Todos
os anos, nesta época, costumo visitar uma cidade relativamente próxima e regressar só no fim do
dia. E todos os anos tenho encontrado um
personagem curioso, abusado, vestido de Papai Noel, que, de uma forma ou de
outra, sempre encontra uma maneira de me
importunar, seja pedindo-me alguma coisa, seja
apenas falando sem parar.
Noto
que as pessoas o evitam com um sorriso, fogem da sua irreverência algo
desmedida, da sua voz trovejante e da falta de limite das suas palavras.
No
dia em que o vi pela primeira vez, o
garçon acabara de perguntar-me o que
queria para acompanhar o bife que encomendara, se arroz, se batata, e eu
respondera: “Batata!”. Foi então o Papai
Noel chegou de repente, sentou-se à
minha mesa, e disse que queria a mesma coisa, sorrindo sempre, olhando
alternadamente de mim para o garçom, até que eu acabei por concordar.
Afinal, dentro de alguns minutos eu sairia dali num ônibus e não voltaria a vê-lo. Podia perfeitamente pagar-lhe uma refeição decente.
Afinal, dentro de alguns minutos eu sairia dali num ônibus e não voltaria a vê-lo. Podia perfeitamente pagar-lhe uma refeição decente.
O
garçon afastou-se, e foi então que ele
se apresentou. Estendeu para mim uma mão muito suja, que hesitei em apertar, e
disse com um sorriso alvar onde faltavam dentes:
-Muito
obrigado, estou com uma fome de leão ! E
deixe-me aproveitar para apresentar-me: - Eu sou o Papai Noel ! Você, eu já sei: - é o Batata !
-Hem ?
Não... Que é isso ??? Eu sou o...
-Batata
!
Não adiantou espernear. Fiquei sendo o Batata.
E nos anos seguintes, naquele mesmo barzinho
sempre meio vazio, enquanto como alguma coisa durante o tempo de espera pelo
ônibus, sempre acabo encontrando Papai Noel. E sempre acabamos comendo juntos e
conversando, de tal maneira que o garçon, aquele cretino – que hoje já é outro, cretino também – me trata por Dr.
Batata, e sempre coloca dois lugares à mesa.
E
sempre Papai Noel chega vindo do nada,
nas mesmas velhas roupas surradas, de bolsos enormes, ruidoso, espalhafatoso,
sujíssimo.
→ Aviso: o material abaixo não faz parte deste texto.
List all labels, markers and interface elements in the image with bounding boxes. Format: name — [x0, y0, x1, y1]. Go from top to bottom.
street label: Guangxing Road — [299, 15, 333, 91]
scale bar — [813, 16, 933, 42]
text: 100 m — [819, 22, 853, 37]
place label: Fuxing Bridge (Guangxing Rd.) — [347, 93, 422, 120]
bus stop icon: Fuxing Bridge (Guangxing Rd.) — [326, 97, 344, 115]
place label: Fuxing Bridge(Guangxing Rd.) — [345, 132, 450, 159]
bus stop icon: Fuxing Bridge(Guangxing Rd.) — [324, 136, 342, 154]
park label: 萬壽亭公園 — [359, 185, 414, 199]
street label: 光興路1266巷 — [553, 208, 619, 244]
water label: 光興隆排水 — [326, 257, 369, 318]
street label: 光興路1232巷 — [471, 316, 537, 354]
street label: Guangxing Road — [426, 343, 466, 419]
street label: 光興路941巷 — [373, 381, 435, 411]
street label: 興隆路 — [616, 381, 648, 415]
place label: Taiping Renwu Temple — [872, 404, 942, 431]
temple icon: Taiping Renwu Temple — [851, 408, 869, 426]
E já várias vezes perdi o
ônibus, e acabei tendo de tomar um outro
mais tardio, por conversarmos tanto. Mas nunca o interroguei a respeito de ele ser
ou não Papai Noel, e ele nunca disse nada menos condicente com o personagem que
representa há tanto tempo.
Este ano, entretanto, decidi finalmente intrepelá-lo.
Talvez até entrevistá-lo. Porque não ?
Assim,
estava já sentado à mesa quando escutei nas minhas costas o seu vozeirão
poderoso, falando em espanhol “- Eres
tu, Batata ??? ”
Sorri
por dentro, e a força que tive de fazer para não o deixar perceber esse
sorriso, nem a minha alegria por
reencontrá-lo, deu-me a dimensão
exata da ansiedade com que eu aguardava este nosso encontro. Levantei-me e abracei o
meu velho amigo Papai Noel.
-Si
! Yo mismo ! Pero ahora hablas español ? – perguntei, olhando-o no rosto muito
escuro, contrastando com o cabelo muito branco.
-Es que asi no necesitas traducirme! Verdad ? - o seu sorriso era desconcertante.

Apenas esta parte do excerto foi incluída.